Requirements for Mixed Marriages

Q: What are the requirements for a mixed marriage?

A: Entering a mixed marriage is highly unadvisable. Speaking as one who has had personal experience with them (having been the then-Protestant member of a marriage with a Catholic), mixed marriages always involve pain for both of the parties unless neither spouse cares about religion. These problems can be very grave, threaten the survival of the marriage, and may not emerge for years (as, for example, when the children reach the age of being religiously educated and one partner changes his or her mind about the agreements that were made about the children at the beginning of the marriage).

For this reason, whenever people ask me about mixed marriages, I always tell them that the non-Catholic party should seriously look at the Catholic faith and the possibility of becoming Catholic. Simply on a human level (quite apart from the benefits to the person’s soul), this solves an enormous number of problems that would otherwise plague the marriage.

I therefore invite any non-Catholic who is contemplating a mixed marriage or is in a mixed marriage to email me, and I will be more than happy to help them conduct an investigation of the Catholic faith.

That said, here is what the Catholic Almanac records concerning the requirements for a mixed marriage:

“Pastoral experience, which the Catholic Church shares with other religious bodies, confirms the fact that marriages of persons of different beliefs involve special problems related to the continuing religious practice of the concerned persons and to the religious education and formation of the children.

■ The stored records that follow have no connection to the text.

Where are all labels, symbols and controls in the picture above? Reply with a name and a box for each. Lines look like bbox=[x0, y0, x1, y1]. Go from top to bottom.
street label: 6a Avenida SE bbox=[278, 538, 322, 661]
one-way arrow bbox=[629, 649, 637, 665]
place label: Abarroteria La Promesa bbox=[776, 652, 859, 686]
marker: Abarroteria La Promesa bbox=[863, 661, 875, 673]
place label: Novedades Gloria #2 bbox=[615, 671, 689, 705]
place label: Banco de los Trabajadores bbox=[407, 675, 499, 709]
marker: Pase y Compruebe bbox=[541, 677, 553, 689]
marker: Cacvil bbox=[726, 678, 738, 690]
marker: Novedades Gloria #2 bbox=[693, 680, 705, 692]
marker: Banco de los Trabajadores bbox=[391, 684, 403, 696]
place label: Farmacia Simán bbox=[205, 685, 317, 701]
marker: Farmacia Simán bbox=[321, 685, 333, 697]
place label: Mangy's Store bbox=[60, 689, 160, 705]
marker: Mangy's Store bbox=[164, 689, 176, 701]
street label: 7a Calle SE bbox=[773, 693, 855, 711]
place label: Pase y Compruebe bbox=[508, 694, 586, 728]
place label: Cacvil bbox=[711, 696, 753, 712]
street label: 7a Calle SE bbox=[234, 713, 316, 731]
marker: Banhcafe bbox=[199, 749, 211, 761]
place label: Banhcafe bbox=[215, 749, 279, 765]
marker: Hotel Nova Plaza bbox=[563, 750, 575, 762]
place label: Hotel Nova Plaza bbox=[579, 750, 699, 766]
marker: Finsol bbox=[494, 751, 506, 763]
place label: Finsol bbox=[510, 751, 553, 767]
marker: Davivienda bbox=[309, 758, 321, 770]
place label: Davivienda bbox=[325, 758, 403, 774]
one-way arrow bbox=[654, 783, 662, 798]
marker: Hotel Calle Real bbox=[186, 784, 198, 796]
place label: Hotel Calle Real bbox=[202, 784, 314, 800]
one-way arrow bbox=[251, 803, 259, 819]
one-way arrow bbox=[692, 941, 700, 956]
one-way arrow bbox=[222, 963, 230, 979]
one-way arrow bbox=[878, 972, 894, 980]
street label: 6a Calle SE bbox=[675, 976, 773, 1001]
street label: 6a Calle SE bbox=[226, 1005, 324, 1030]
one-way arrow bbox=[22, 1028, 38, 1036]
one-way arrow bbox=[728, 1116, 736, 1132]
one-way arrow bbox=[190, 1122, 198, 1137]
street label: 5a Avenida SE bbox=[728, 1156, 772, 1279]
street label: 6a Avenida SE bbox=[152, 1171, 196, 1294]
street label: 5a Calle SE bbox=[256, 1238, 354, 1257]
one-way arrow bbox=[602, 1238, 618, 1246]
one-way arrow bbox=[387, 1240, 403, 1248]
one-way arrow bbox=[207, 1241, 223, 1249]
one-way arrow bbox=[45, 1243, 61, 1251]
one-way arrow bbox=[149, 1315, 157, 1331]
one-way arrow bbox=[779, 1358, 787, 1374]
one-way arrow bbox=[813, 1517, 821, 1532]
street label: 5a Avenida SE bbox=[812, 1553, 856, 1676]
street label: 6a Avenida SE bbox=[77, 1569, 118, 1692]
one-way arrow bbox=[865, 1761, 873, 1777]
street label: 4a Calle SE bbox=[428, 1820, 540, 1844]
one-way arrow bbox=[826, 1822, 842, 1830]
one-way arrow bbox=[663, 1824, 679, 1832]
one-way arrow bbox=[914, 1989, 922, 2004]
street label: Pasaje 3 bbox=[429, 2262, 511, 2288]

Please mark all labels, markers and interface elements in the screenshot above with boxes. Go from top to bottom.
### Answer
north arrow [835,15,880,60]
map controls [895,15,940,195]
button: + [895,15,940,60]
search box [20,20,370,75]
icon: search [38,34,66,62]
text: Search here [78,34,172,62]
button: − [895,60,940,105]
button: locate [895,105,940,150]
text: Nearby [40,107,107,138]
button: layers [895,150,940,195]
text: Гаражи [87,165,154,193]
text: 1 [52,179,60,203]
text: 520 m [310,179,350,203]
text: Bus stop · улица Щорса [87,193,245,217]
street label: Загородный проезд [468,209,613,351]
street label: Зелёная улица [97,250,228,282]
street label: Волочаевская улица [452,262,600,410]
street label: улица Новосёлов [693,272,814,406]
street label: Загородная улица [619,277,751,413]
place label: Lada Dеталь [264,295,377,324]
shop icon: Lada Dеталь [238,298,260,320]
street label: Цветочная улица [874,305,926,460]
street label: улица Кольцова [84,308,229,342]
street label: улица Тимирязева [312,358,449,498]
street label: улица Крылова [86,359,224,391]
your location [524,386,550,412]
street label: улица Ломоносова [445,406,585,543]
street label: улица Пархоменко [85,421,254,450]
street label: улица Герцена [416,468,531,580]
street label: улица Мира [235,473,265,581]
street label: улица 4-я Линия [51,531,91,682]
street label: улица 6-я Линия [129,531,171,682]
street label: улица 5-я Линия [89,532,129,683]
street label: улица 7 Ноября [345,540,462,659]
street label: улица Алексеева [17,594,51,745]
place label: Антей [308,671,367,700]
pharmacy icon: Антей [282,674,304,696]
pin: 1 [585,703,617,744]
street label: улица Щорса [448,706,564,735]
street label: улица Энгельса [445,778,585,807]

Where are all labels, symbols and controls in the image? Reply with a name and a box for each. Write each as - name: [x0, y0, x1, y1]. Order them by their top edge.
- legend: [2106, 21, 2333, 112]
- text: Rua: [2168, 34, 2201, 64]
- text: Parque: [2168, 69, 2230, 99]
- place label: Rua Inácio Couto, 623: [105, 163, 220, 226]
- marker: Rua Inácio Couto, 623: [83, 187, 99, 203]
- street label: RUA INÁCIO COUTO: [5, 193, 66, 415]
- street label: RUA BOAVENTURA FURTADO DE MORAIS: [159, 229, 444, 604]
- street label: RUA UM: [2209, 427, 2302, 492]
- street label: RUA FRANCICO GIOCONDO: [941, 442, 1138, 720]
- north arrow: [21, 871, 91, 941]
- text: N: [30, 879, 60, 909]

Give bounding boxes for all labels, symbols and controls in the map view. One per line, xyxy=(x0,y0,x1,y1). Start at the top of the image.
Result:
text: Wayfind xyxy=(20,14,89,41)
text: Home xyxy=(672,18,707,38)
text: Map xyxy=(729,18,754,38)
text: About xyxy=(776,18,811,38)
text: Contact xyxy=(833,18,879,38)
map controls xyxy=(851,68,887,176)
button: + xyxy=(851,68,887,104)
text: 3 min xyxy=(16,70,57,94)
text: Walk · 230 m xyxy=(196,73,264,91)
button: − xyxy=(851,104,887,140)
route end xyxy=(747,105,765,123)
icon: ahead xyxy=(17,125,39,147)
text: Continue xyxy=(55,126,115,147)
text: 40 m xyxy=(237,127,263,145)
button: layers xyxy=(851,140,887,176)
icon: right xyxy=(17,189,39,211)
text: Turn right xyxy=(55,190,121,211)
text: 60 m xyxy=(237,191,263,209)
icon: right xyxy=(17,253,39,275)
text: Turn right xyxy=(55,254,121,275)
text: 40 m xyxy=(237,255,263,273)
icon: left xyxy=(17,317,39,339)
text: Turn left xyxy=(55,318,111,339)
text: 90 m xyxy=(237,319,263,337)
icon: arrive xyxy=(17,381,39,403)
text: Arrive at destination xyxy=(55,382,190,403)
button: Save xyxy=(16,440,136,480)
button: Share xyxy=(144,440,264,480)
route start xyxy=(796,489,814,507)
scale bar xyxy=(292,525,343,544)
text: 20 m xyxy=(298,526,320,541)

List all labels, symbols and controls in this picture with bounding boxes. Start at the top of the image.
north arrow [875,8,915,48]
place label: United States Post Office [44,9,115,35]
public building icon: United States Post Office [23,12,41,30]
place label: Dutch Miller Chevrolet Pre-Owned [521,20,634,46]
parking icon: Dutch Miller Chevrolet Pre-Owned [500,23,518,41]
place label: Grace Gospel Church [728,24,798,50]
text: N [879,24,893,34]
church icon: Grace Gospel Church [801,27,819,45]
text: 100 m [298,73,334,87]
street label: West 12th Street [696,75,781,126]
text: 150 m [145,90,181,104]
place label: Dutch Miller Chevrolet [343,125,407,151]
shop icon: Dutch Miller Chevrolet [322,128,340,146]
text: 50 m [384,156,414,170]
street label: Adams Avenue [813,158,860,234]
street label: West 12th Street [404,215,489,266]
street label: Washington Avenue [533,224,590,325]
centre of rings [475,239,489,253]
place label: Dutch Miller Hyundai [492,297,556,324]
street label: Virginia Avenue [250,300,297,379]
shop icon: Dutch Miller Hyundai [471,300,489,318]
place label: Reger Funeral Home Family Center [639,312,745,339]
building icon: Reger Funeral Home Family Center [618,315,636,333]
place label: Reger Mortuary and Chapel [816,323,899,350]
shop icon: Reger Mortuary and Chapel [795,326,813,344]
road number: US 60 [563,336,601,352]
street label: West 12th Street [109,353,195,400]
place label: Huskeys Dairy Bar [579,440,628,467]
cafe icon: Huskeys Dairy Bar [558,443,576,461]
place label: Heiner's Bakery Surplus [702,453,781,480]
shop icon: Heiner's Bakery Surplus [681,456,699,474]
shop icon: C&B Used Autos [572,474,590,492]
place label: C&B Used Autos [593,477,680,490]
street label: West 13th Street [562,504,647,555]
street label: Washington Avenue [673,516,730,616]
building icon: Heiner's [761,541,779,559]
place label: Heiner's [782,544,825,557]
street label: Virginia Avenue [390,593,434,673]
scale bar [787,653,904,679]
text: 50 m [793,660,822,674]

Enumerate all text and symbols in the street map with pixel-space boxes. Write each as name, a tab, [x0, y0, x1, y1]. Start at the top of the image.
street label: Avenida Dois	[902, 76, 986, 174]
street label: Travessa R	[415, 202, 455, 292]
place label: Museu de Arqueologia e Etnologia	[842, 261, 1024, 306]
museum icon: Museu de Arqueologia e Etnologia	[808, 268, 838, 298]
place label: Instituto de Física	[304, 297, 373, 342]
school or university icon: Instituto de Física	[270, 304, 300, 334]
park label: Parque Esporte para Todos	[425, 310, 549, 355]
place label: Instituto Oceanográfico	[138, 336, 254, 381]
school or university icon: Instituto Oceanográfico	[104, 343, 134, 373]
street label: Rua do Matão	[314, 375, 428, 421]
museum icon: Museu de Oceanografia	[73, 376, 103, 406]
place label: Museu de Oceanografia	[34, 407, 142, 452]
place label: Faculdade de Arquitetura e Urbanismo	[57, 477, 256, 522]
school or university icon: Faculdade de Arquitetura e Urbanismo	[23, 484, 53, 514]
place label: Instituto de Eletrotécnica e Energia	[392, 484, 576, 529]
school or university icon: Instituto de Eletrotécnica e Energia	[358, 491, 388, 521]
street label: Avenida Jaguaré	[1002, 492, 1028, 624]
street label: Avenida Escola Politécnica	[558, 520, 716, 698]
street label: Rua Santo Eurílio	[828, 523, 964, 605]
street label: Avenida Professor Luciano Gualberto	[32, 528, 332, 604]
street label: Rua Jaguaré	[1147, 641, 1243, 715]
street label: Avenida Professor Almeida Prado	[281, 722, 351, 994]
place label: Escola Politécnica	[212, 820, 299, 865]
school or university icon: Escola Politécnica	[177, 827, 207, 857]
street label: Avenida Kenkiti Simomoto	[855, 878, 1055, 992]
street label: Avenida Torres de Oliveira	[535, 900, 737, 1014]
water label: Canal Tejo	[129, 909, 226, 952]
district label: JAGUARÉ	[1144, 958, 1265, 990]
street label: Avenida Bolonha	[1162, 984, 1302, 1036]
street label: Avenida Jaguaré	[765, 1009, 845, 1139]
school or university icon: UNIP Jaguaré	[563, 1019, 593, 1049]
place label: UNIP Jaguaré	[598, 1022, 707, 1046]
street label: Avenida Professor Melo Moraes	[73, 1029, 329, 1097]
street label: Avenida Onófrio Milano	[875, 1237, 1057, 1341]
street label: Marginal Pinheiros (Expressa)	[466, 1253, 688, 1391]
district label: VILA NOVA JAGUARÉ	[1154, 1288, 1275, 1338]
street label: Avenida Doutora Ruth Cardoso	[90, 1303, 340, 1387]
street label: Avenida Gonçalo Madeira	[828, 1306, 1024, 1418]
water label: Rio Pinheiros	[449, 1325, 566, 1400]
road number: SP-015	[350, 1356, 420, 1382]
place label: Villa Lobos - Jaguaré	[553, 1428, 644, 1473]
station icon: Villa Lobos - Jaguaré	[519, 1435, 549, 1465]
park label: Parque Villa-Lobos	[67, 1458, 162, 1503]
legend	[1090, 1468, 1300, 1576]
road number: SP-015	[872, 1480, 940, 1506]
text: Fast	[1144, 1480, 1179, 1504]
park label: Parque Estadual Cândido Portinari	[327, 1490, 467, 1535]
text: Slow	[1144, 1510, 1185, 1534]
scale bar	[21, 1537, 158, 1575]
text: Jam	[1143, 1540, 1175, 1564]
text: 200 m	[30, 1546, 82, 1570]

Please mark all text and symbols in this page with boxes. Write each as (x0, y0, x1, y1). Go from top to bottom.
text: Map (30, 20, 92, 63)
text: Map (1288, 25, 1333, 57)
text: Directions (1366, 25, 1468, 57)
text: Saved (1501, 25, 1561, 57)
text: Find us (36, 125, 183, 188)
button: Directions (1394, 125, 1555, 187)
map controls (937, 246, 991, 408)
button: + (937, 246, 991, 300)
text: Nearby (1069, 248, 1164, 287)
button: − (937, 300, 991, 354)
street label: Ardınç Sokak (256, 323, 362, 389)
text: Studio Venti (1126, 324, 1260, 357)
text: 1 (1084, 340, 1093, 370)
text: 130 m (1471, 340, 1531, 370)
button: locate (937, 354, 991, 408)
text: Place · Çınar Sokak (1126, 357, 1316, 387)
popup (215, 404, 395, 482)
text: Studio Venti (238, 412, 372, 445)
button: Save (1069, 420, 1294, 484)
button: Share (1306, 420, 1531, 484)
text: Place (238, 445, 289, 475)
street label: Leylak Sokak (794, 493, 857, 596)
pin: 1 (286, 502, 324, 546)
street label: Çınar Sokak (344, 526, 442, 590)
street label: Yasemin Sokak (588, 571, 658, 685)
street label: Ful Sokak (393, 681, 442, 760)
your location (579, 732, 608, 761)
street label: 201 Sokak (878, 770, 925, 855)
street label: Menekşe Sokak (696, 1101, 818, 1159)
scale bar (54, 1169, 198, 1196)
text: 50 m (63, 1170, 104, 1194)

“Pastoral measures to minimize these problems include instruction of a non-Catholic party in essentials of the Catholic faith for purposes of understanding. Desirably, some instruction should also be given to the Catholic party regarding his or her partner’s beliefs.

Requirements

“The Catholic party to a mixed marriage is required to declare his (her) intention of continuing practice of the Catholic faith and to promise to do all in his (her) power to share his (her) faith with the children born of the marriage by having them baptized and raised as Catholics. No declarations or promises are required of the non-Catholic party, but he (she) must be informed of the declaration and promise made by the Catholic.

“Notice of the Catholic’s declaration and promise is an essential part of the application made to a bishop for (1) permission to marry a baptized non-Catholic or (2) a dispensation to marry an unbaptized non-Catholic.

“A mixed marriage can take place with a Nuptial Mass. (The [U.S.] bishops’ statement [on the subject] added this caution: ‘To the extent that Eucharistic sharing is not permitted by the general discipline of the Church, this is to be considered when plans are being made to have the mixed marriage at Mass or not.’)

“The ordinary minister at a mixed marriage is an authorized priest or deacon, and the ordinary place is the parish church of the Catholic party. A non-Catholic minister may not only attend the marriage ceremony but may also address, pray with, and bless the couple.

“For appropriate pastoral reasons, a bishop can grant a dispensation from the Catholic form of marriage and can permit the marriage to take place in a non-Catholic church with a non-Catholic minister as the officiating minister. A priest may not only attend such a ceremony but may also address, pray with, and bless the couple.

“‘It is not permitted,’ however, the [U.S.] bishops’ statement declared, ‘to have two religious services or to have a single service in which both the Catholic marriage ritual and a non-Catholic marriage ritual are celebrated jointly or successively'”
(1995 Catholic Almanac [Huntington, IN: Our Sunday Visitor, 1995], 233-4).